(Stored data entries)
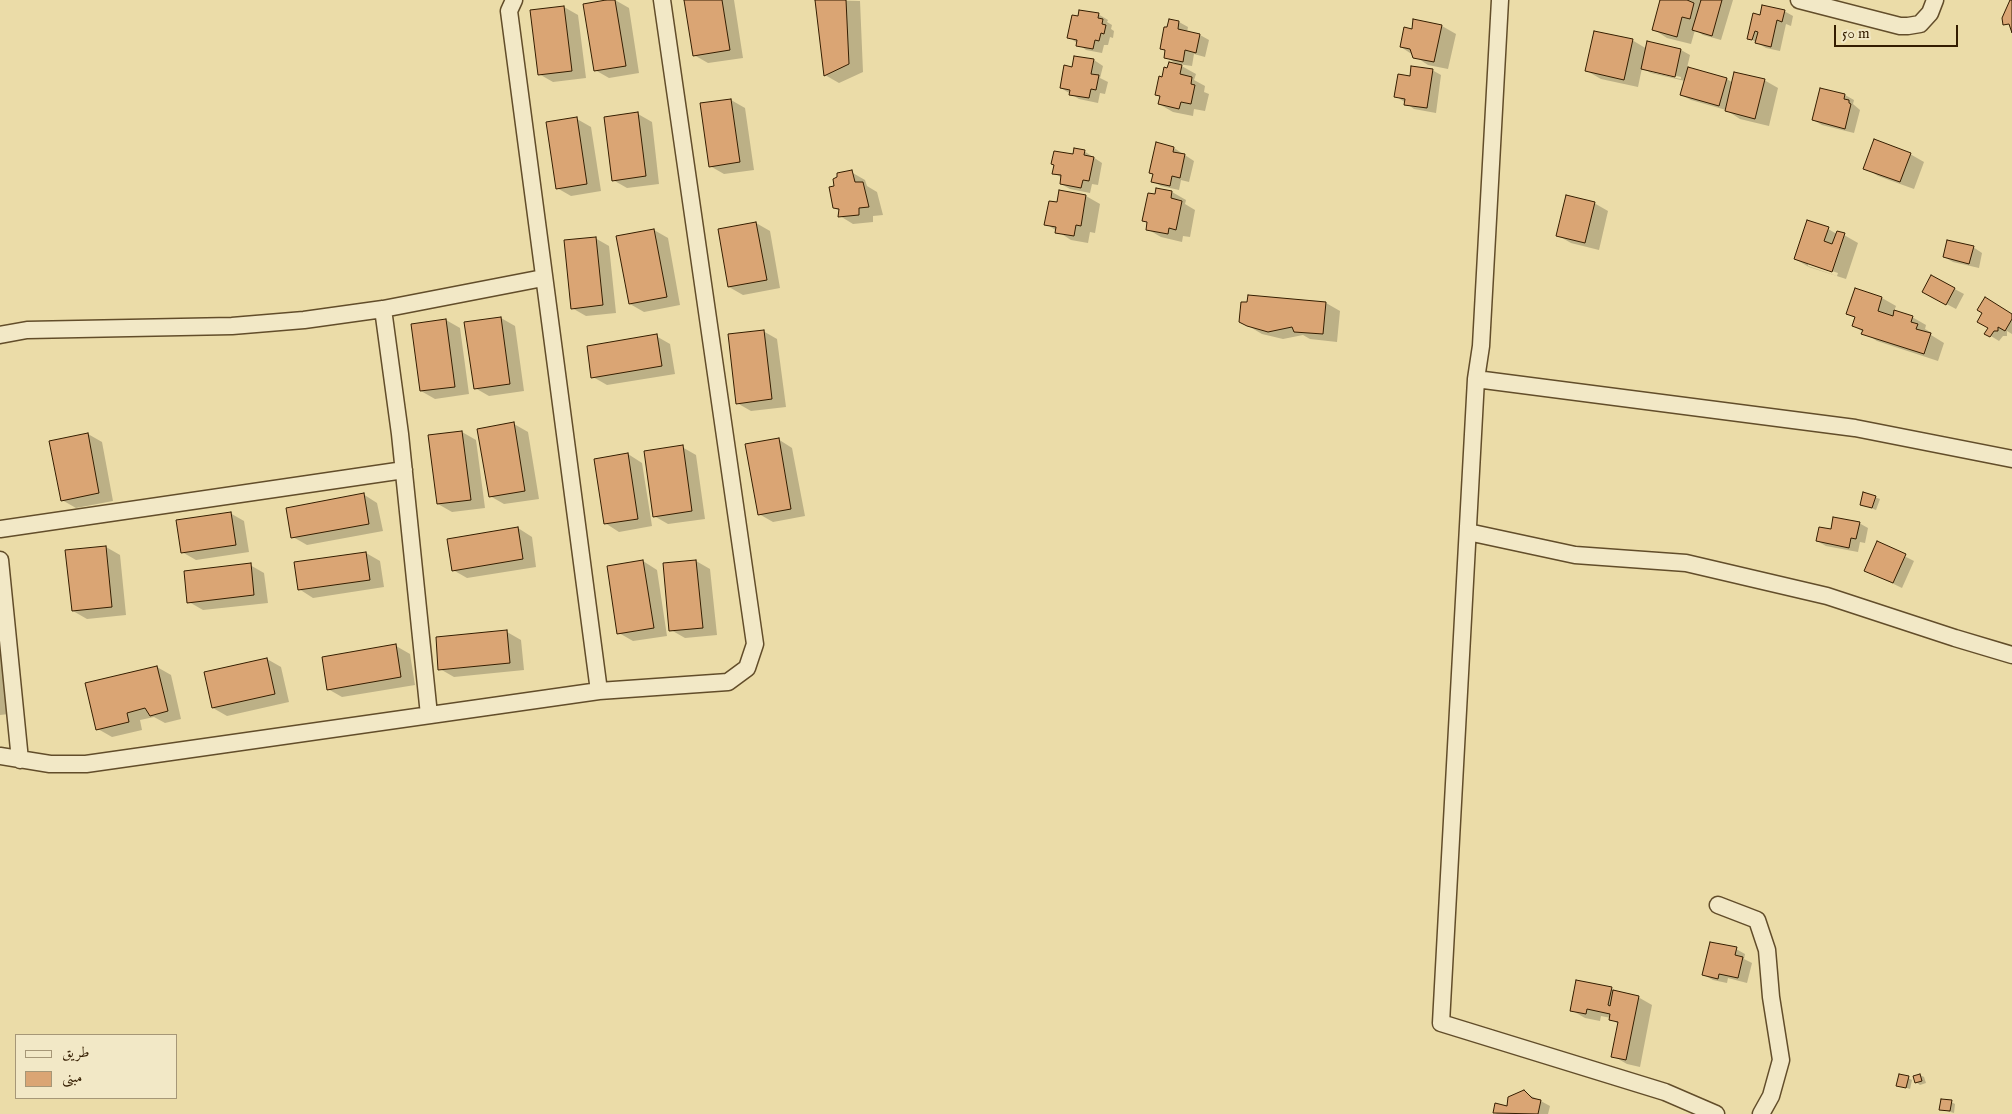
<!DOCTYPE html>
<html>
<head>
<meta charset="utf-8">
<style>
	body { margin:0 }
	#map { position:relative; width:2012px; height:1114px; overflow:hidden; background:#ebdca8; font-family:"IM FELL English",Amiri,serif }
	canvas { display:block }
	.legend { position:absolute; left:15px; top:1034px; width:162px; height:65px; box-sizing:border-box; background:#f2e8c6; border:1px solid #a69777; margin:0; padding:6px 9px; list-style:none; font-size:15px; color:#341d00 }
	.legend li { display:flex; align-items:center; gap:10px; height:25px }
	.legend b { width:25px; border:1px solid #a69777 }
	.scale { position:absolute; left:1834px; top:25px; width:124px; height:22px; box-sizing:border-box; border:2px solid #341d00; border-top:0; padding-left:6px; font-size:15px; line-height:18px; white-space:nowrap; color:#341d00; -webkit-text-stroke:4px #f2e8c6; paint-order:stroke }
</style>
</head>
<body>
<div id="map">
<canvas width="2012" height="1114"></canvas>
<ul class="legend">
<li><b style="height:6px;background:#f2e8c6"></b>طريق</li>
<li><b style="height:14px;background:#daa574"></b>مبنى</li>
</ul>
<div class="scale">50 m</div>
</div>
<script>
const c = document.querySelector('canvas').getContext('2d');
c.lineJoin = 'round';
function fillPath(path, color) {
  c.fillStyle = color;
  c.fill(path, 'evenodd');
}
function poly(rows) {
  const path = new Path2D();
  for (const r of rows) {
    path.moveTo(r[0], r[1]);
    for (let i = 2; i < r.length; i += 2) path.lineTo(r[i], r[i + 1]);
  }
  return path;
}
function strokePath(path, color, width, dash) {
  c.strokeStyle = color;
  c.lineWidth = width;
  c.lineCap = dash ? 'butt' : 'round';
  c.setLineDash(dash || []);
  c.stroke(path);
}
fillPath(poly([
	[615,0,629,8,639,73,609,78,595,70],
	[686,0,734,0,743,58,708,63,694,55],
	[816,0,860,1,863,72,839,83,825,75],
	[1661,0,1733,0,1721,40,1703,35,1695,30,1691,44,1667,38,1653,29],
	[564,7,578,15,586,78,553,82,539,74],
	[1784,11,1793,16,1791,26,1786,24,1780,51,1766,48,1749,38,1761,16],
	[1098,14,1108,20,1107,22,1112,25,1111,29,1114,31,1113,38,1110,37,1108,45,1104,45,1102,53,1086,50,1069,37],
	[1414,21,1442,26,1456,34,1448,69,1428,65,1401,47,1413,30],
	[1179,22,1188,27,1187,32,1200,35,1209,40,1205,57,1194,54,1192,66,1178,64,1196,74,1194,80,1205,86,1204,92,1209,94,1205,111,1194,109,1193,116,1173,112,1159,104,1161,97,1156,95,1163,78,1168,69,1177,64,1165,57,1166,51,1161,48],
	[1632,40,1647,49,1681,50,1690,55,1687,68,1727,79,1733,83,1764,80,1778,88,1769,126,1740,119,1726,110,1691,100,1681,95,1685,81,1651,73,1642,68,1638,87,1601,79,1587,71],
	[1650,70,1681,77,1681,79,1650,72],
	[1094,60,1103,66,1100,78,1108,82,1105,94,1100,93,1098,103,1079,99,1061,88,1073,68],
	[1432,70,1441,75,1436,113,1414,109,1396,96],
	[1821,89,1845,95,1854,100,1853,104,1860,110,1854,133,1822,125,1813,120],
	[731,100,745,108,754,170,724,174,710,166],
	[638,114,652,122,659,184,627,188,613,180],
	[577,119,591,127,601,191,571,196,557,188],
	[1157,144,1174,148,1194,161,1189,182,1181,180,1179,190,1161,186,1152,181,1154,175,1150,173],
	[1084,151,1102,163,1098,185,1092,184,1090,193,1070,189,1061,184,1062,178,1054,173,1074,156],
	[1910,154,1924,162,1914,189,1878,176,1865,168],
	[851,172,865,180,867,186,877,192,883,215,873,216,873,222,853,224,840,216,840,211,834,208,836,187],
	[1172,192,1186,200,1185,204,1195,210,1190,237,1183,236,1182,242,1161,237,1147,229,1148,223,1144,220,1156,195],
	[1086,196,1100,204,1095,233,1090,232,1088,243,1071,240,1046,224,1058,204],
	[1594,203,1608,211,1599,250,1571,243,1557,235],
	[756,223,770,231,780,288,743,295,729,287],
	[1828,229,1837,234,1844,235,1858,243,1846,279,1809,267,1795,259],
	[1808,263,1838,273,1837,276,1808,266],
	[654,230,668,238,680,305,644,312,630,304],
	[595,238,609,246,616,313,586,316,572,308],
	[1973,247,1982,253,1979,268,1953,262,1944,257],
	[1932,277,1964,294,1956,309,1924,292],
	[1856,289,1882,298,1896,306,1894,311,1912,317,1926,325,1925,329,1932,333,1931,335,1944,343,1938,361,1877,341,1854,326,1856,318,1848,314],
	[1326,303,1340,311,1337,342,1310,339,1303,335,1283,339,1262,334,1240,321],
	[2012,315,2012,334,2007,331,2007,336,2003,336,1999,341,1986,333],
	[501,318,515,326,524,391,489,396,475,388],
	[446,320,460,328,469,394,435,399,421,391],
	[763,331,777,339,786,407,751,411,737,403],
	[656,336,670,344,675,374,607,385,593,377],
	[514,424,528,432,539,499,504,504,490,496],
	[462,432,476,440,485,508,452,512,438,504],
	[88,434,102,442,113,501,76,508,62,500],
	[778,439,792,448,805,516,773,522,759,514],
	[682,447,696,455,705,519,668,524,654,516],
	[628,454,642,463,652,526,619,532,605,523],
	[1864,493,1880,499,1876,510,1861,504],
	[363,494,377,503,383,531,307,545,293,537],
	[230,513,244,521,249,552,196,560,182,552],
	[1859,523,1868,528,1865,543,1860,542,1858,552,1826,546,1817,541,1832,531],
	[518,528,532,537,536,567,467,578,453,570],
	[1878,543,1914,561,1902,588,1875,575],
	[106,547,120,555,126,615,87,619,73,611],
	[366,553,380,561,384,587,313,598,299,589],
	[643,561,657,570,667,636,633,641,619,633],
	[696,561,710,569,717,635,685,638,671,630],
	[250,565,264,573,268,603,203,610,189,602],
	[507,632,521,640,524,670,454,677,440,669],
	[396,646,410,654,415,685,342,697,328,689],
	[0,650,9,714,0,715],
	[267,659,281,667,289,702,227,716,213,708],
	[157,667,171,675,181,719,165,723,154,717,140,720,142,730,112,737,98,729],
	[1736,949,1745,954,1744,959,1752,963,1747,983,1728,978,1727,983,1713,980,1704,975],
	[1611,988,1620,993,1638,997,1652,1005,1640,1067,1627,1064,1613,1056,1619,1025,1611,1018,1601,1016,1600,1021,1585,1018,1571,1010],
	[1920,1075,1924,1077,1926,1083,1920,1085,1916,1082],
	[1908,1078,1912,1080,1910,1089,1898,1085],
	[1524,1092,1550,1106,1548,1114,1497,1114,1494,1112,1508,1107],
	[1951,1102,1955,1104,1954,1113,1940,1109]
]), '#0003');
const building = poly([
	[606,0,615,0,626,66,594,71,583,4,606,0],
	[684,0,722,0,730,50,693,56,684,0],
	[815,0,846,0,849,64,824,76,815,0],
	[1660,0,1687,0,1694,3,1690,19,1682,17,1677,37,1652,30,1660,0],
	[1701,0,1722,0,1712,36,1692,30,1701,0],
	[2010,0,2012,0,2012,33,2009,24,2003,25,2002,18,2010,0],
	[1762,5,1785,10,1782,22,1777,20,1771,47,1755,43,1758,32,1755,31,1752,40,1747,39,1753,13,1760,15,1762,5],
	[564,6,572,71,538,75,530,10,564,6],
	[1079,10,1099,13,1098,18,1103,19,1102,24,1106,25,1104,34,1101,33,1099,41,1095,40,1093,49,1076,46,1077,40,1067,38,1072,15,1078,16,1079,10],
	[1169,19,1179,21,1178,29,1200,34,1196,53,1185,50,1183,62,1164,58,1165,50,1160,49,1164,27,1167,27,1169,19],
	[1413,19,1442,25,1434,62,1413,58,1410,49,1400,47,1404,27,1412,29,1413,19],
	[1594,31,1633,39,1624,80,1585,71,1594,31],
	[1647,41,1681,49,1675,77,1641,69,1647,41],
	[1074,56,1094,59,1091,74,1099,75,1096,90,1091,89,1089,98,1069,95,1070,90,1060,88,1064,65,1072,67,1074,56],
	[1169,62,1182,65,1180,74,1192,77,1191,84,1195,85,1191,104,1181,102,1179,109,1158,104,1160,96,1155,95,1159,76,1162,77,1164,67,1167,68,1169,62],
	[1411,66,1433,69,1427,108,1404,105,1405,99,1394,97,1398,74,1410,76,1411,66],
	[1688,67,1727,78,1719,106,1680,95,1688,67],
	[1734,72,1765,79,1755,119,1725,111,1734,72],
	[1820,88,1845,94,1844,99,1849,100,1849,103,1851,104,1845,129,1812,120,1820,88],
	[731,99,740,162,709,167,700,103,731,99],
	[638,112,646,176,612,181,604,117,638,112],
	[577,117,587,184,556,189,546,122,577,117],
	[1874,139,1911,153,1900,182,1863,169,1874,139],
	[1156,142,1174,147,1173,152,1185,154,1180,178,1172,176,1170,186,1151,182,1153,174,1149,173,1156,142],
	[1074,148,1085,150,1084,155,1094,157,1089,181,1083,180,1081,188,1060,184,1061,175,1052,174,1054,165,1051,164,1054,151,1073,154,1074,148],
	[852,170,855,182,863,182,869,207,859,208,859,215,838,217,839,209,833,208,829,187,834,186,833,179,837,177,837,173,852,170],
	[1156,188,1172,191,1171,198,1182,201,1176,230,1169,228,1168,234,1146,230,1147,222,1142,221,1148,193,1155,194,1156,188],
	[1059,190,1086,195,1081,226,1076,225,1074,236,1055,233,1056,227,1044,225,1049,201,1057,202,1059,190],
	[1566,195,1595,202,1585,243,1556,236,1566,195],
	[1807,220,1829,227,1824,241,1832,244,1837,231,1845,233,1832,272,1794,259,1807,220],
	[756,222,767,280,728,287,718,229,756,222],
	[654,229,667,297,629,304,616,236,654,229],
	[596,237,603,305,571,309,564,240,596,237],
	[1947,240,1974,246,1969,264,1943,257,1947,240],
	[1931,275,1955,288,1946,305,1922,292,1931,275],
	[1855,288,1882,297,1878,311,1893,316,1894,310,1913,316,1911,322,1918,324,1916,329,1931,333,1924,354,1861,334,1863,330,1852,326,1855,317,1846,314,1855,288],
	[1248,295,1326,302,1323,334,1294,332,1292,327,1268,332,1247,326,1239,322,1241,302,1247,302,1248,295],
	[1985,297,2012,314,2012,319,2005,331,1998,327,1998,331,1994,331,1990,337,1984,334,1988,328,1977,322,1982,313,1977,310,1985,297],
	[501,317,510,384,474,389,464,322,501,317],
	[446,319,455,387,420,391,411,324,446,319],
	[764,330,772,399,736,404,728,334,764,330],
	[657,334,662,366,591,378,587,346,657,334],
	[514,422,525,491,489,497,477,429,514,422],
	[462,431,471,500,437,504,428,435,462,431],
	[88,433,99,493,61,501,49,441,88,433],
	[779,438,791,509,758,515,745,444,779,438],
	[683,445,692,511,653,517,644,451,683,445],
	[628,453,638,519,604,524,594,459,628,453],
	[1863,492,1876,496,1872,508,1860,505,1863,492],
	[364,493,369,524,291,538,286,508,364,493],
	[231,512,236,545,181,553,176,520,231,512],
	[1833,517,1860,522,1856,539,1851,538,1849,548,1816,541,1819,527,1831,529,1833,517],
	[518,527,523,559,452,571,447,539,518,527],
	[1877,541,1906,554,1893,583,1864,571,1877,541],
	[106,546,112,607,72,611,65,550,106,546],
	[366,552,370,580,298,590,294,562,366,552],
	[643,560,654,628,617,634,607,566,643,560],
	[696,560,703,628,669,631,663,563,696,560],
	[251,563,254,595,187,603,184,571,251,563],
	[507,630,510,663,438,670,436,637,507,630],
	[396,644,401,677,327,690,322,657,396,644],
	[267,658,275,694,212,708,204,672,267,658],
	[157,666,168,711,150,716,145,708,127,713,129,722,96,730,85,683,157,666],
	[1710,942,1737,947,1735,955,1743,957,1738,978,1719,974,1718,979,1702,975,1710,942],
	[1576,980,1612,987,1608,1005,1610,1006,1613,990,1639,996,1626,1060,1611,1057,1618,1022,1609,1020,1610,1014,1587,1009,1586,1014,1570,1011,1576,980],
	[1899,1074,1909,1076,1906,1088,1896,1086,1899,1074],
	[1920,1074,1922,1081,1915,1083,1913,1076,1920,1074],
	[1524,1090,1532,1098,1541,1100,1538,1114,1493,1113,1495,1103,1507,1106,1508,1097,1524,1090],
	[1941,1099,1952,1100,1950,1111,1939,1110,1941,1099]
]);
fillPath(building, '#daa574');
strokePath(building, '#341d00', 1);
const minor = poly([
	[514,0,509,11,599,691,728,682,747,668,755,644,662,0],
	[1500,0,1481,346,1476,379,1441,1023,1665,1092,1716,1114],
	[1799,0,1900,26,1908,26,1920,24,1930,13,1935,0],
	[383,309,400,434,429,715],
	[0,335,27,330,232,326,304,320,383,309,543,278],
	[1476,379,1855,428,2012,459],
	[0,529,404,470],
	[1468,532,1575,555,1686,563,1827,596,1955,638,2012,655],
	[0,560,20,760],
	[0,756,50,764,86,764,599,691],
	[1718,905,1757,920,1767,950,1771,997,1781,1060,1771,1096,1761,1114]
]);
strokePath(minor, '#624d2a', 19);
strokePath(minor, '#f2e8c6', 16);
</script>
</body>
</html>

### [About this task]
What is needed is an exact copy of the lines from the beginning of the data through the line containing "for (const r", both included, without any pictures.

### [Task output]
<!DOCTYPE html>
<html>
<head>
<meta charset="utf-8">
<style>
	body { margin:0 }
	#map { position:relative; width:2012px; height:1114px; overflow:hidden; background:#ebdca8; font-family:"IM FELL English",Amiri,serif }
	canvas { display:block }
	.legend { position:absolute; left:15px; top:1034px; width:162px; height:65px; box-sizing:border-box; background:#f2e8c6; border:1px solid #a69777; margin:0; padding:6px 9px; list-style:none; font-size:15px; color:#341d00 }
	.legend li { display:flex; align-items:center; gap:10px; height:25px }
	.legend b { width:25px; border:1px solid #a69777 }
	.scale { position:absolute; left:1834px; top:25px; width:124px; height:22px; box-sizing:border-box; border:2px solid #341d00; border-top:0; padding-left:6px; font-size:15px; line-height:18px; white-space:nowrap; color:#341d00; -webkit-text-stroke:4px #f2e8c6; paint-order:stroke }
</style>
</head>
<body>
<div id="map">
<canvas width="2012" height="1114"></canvas>
<ul class="legend">
<li><b style="height:6px;background:#f2e8c6"></b>طريق</li>
<li><b style="height:14px;background:#daa574"></b>مبنى</li>
</ul>
<div class="scale">50 m</div>
</div>
<script>
const c = document.querySelector('canvas').getContext('2d');
c.lineJoin = 'round';
function fillPath(path, color) {
  c.fillStyle = color;
  c.fill(path, 'evenodd');
}
function poly(rows) {
  const path = new Path2D();
  for (const r of rows) {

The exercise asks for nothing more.